▶ Exercise requirements
Return every line of the data that contains the string "text".

▶ Source material

^^^^

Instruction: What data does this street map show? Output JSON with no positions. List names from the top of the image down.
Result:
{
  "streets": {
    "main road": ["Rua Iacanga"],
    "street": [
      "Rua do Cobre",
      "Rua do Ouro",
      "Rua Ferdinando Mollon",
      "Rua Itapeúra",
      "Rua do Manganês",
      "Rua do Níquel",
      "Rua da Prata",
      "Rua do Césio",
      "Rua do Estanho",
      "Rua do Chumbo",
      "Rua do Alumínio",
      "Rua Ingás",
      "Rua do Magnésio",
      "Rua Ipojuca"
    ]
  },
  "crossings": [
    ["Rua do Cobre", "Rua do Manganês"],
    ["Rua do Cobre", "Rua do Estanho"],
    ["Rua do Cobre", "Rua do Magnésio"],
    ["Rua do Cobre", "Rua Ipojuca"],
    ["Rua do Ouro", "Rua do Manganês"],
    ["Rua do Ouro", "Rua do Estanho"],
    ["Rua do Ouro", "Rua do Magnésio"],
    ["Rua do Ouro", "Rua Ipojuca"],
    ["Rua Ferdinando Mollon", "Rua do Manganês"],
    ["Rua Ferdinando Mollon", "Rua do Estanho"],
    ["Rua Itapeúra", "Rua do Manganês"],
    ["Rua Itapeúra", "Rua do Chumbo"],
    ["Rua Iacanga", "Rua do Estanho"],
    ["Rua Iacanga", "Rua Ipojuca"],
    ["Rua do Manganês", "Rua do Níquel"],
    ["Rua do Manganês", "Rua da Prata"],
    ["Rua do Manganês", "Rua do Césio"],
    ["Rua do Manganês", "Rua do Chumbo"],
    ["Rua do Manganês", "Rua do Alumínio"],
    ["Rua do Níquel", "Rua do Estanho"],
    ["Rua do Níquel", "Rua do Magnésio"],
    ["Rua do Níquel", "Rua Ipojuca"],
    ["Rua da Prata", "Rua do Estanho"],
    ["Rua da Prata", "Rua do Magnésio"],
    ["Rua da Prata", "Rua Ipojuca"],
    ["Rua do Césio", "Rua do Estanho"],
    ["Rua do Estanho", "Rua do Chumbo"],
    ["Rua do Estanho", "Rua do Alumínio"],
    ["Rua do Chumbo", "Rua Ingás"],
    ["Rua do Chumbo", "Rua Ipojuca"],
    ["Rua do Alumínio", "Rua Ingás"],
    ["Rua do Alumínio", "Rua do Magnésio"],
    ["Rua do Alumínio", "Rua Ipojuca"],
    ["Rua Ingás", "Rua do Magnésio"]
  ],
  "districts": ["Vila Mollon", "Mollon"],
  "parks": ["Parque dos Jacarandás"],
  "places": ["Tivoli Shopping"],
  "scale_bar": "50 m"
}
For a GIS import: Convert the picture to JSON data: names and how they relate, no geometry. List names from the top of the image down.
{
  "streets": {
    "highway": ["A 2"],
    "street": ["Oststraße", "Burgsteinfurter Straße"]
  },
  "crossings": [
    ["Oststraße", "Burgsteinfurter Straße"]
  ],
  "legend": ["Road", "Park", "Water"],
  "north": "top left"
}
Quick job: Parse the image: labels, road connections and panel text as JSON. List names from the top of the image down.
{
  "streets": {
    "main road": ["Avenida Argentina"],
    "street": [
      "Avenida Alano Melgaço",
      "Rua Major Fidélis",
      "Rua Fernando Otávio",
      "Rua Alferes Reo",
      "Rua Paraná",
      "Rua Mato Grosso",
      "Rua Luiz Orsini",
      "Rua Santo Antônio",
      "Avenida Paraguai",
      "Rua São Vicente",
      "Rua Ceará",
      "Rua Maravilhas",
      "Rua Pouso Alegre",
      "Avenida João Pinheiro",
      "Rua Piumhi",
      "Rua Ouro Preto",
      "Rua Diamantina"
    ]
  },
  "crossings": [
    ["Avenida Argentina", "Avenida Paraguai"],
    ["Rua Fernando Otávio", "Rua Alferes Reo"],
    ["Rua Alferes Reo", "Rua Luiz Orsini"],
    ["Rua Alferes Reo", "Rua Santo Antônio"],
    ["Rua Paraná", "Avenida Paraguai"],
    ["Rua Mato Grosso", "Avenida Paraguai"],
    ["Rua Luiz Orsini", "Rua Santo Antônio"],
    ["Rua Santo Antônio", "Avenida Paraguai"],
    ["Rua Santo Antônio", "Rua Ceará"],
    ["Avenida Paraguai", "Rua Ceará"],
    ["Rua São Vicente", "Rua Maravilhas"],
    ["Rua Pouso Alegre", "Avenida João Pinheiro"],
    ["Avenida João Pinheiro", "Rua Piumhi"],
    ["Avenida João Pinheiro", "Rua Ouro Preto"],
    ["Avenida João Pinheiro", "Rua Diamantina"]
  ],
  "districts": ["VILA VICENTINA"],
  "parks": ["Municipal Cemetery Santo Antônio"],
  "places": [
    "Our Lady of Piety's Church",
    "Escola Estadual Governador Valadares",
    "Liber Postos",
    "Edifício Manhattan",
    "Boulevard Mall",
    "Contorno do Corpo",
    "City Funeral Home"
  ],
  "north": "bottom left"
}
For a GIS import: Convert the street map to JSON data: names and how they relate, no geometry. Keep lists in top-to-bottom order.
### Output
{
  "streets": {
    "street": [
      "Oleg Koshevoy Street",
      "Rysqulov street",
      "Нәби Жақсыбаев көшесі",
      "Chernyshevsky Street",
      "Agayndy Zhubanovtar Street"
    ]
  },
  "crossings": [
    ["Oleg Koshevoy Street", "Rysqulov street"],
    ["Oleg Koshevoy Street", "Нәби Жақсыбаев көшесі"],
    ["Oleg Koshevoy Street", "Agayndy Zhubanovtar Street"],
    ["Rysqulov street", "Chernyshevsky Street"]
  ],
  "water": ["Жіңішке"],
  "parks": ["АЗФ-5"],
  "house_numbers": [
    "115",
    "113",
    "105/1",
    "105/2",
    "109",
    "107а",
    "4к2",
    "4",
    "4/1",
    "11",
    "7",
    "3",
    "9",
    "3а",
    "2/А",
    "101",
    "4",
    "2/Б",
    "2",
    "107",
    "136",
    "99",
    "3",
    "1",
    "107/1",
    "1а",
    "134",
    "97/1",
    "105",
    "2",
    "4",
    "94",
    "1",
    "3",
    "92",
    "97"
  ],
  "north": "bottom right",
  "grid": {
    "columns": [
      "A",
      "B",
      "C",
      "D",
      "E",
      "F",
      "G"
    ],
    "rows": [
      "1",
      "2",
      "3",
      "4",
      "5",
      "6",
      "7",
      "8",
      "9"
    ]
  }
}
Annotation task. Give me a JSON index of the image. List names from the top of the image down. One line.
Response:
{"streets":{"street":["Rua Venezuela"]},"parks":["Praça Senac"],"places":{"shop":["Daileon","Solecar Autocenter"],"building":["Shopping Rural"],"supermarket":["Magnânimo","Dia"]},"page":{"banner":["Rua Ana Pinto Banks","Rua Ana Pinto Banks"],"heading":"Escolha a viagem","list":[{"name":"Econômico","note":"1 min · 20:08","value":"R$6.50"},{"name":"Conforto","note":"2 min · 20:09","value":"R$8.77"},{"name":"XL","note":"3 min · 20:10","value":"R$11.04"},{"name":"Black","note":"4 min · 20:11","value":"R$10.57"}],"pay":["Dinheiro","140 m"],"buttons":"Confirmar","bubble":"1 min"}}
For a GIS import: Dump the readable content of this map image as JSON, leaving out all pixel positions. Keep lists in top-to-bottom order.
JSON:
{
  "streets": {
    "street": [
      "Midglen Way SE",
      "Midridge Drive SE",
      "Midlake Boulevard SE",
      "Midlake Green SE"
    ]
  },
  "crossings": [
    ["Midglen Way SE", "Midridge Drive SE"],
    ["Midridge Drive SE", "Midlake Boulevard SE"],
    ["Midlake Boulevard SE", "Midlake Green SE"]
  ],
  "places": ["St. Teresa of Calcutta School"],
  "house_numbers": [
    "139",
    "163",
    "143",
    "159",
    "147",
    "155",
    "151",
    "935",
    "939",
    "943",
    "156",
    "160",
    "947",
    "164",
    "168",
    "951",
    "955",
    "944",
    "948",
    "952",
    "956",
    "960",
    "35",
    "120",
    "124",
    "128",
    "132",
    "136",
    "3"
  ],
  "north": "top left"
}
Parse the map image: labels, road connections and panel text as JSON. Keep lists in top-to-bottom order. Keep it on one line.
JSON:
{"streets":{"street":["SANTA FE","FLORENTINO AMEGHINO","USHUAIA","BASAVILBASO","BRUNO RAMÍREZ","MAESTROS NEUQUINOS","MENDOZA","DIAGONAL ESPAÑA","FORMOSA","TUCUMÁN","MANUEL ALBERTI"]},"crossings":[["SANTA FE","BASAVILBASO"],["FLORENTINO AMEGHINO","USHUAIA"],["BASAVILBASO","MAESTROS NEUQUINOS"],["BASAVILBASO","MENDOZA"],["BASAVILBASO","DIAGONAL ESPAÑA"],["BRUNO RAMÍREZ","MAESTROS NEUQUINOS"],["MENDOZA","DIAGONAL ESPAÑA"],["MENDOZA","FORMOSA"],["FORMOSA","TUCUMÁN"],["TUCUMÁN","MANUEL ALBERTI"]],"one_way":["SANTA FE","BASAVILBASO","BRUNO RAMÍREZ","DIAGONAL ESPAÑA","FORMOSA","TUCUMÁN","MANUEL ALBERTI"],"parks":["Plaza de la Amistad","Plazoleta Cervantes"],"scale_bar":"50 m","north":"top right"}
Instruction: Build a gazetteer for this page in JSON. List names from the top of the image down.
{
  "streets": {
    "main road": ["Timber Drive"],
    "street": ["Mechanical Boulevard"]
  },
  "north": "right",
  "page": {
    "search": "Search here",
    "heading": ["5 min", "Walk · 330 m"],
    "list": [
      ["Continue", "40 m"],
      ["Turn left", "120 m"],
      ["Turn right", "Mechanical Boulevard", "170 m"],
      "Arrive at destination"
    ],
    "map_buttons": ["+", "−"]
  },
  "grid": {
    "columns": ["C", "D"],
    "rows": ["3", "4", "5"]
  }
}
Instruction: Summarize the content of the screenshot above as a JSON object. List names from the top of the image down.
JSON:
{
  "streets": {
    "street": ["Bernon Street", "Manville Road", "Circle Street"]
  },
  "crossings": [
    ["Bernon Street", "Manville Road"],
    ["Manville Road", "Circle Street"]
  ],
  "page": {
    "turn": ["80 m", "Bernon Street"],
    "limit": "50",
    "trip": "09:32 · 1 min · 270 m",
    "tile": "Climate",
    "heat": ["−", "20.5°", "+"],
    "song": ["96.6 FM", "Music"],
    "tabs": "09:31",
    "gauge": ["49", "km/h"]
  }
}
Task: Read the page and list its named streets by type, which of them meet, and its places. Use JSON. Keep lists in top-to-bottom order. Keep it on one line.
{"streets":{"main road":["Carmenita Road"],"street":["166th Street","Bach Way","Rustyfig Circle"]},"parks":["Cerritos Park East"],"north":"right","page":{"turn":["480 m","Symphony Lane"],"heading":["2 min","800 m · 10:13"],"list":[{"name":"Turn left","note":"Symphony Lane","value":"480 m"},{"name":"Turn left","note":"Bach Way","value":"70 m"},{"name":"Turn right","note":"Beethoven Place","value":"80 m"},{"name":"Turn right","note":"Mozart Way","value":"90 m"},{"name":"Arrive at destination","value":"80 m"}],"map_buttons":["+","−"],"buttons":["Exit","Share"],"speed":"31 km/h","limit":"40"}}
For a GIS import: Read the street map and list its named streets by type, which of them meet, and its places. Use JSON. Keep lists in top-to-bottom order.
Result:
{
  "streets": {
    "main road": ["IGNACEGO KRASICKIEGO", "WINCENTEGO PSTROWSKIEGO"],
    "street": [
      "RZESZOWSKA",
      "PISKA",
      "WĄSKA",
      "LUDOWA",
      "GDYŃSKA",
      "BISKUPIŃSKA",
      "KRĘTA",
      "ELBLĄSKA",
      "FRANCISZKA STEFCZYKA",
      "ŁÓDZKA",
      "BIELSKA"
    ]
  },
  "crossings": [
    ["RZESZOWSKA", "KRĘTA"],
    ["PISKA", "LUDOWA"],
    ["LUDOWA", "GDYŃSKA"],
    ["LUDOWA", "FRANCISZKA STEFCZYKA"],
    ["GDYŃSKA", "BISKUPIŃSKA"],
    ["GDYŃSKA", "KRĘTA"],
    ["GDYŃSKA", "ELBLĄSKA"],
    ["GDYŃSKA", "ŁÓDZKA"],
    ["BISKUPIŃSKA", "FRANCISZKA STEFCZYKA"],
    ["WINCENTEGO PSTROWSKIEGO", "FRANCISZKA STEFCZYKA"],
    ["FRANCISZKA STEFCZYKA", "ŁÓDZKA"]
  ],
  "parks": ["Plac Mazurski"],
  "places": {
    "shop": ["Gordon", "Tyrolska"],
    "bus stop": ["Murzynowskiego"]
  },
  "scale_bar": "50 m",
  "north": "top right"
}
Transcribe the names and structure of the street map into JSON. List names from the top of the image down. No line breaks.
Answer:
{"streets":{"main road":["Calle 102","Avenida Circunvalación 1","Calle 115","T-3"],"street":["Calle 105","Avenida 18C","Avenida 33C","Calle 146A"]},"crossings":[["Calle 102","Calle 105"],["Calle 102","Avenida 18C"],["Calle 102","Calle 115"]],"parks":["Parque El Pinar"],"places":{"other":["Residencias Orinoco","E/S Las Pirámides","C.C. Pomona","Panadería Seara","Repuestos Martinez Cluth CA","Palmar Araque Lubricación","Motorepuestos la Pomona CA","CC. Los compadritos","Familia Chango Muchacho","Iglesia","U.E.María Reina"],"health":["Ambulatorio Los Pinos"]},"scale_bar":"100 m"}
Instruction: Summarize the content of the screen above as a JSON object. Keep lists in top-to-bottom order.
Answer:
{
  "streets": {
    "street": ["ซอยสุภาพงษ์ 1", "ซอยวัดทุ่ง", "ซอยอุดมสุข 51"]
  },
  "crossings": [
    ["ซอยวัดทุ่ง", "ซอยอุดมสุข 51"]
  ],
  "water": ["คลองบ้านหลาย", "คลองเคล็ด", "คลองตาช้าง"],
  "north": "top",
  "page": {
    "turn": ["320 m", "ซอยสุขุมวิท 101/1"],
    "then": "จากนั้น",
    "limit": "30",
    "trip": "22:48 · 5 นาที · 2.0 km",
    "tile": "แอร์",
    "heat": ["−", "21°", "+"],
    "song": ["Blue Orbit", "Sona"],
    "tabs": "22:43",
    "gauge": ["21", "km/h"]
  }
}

^^^^

▶ Response to the exercise
Quick job: Parse the image: labels, road connections and panel text as JSON. List names from the top of the image down.
Parse the map image: labels, road connections and panel text as JSON. Keep lists in top-to-bottom order. Keep it on one line.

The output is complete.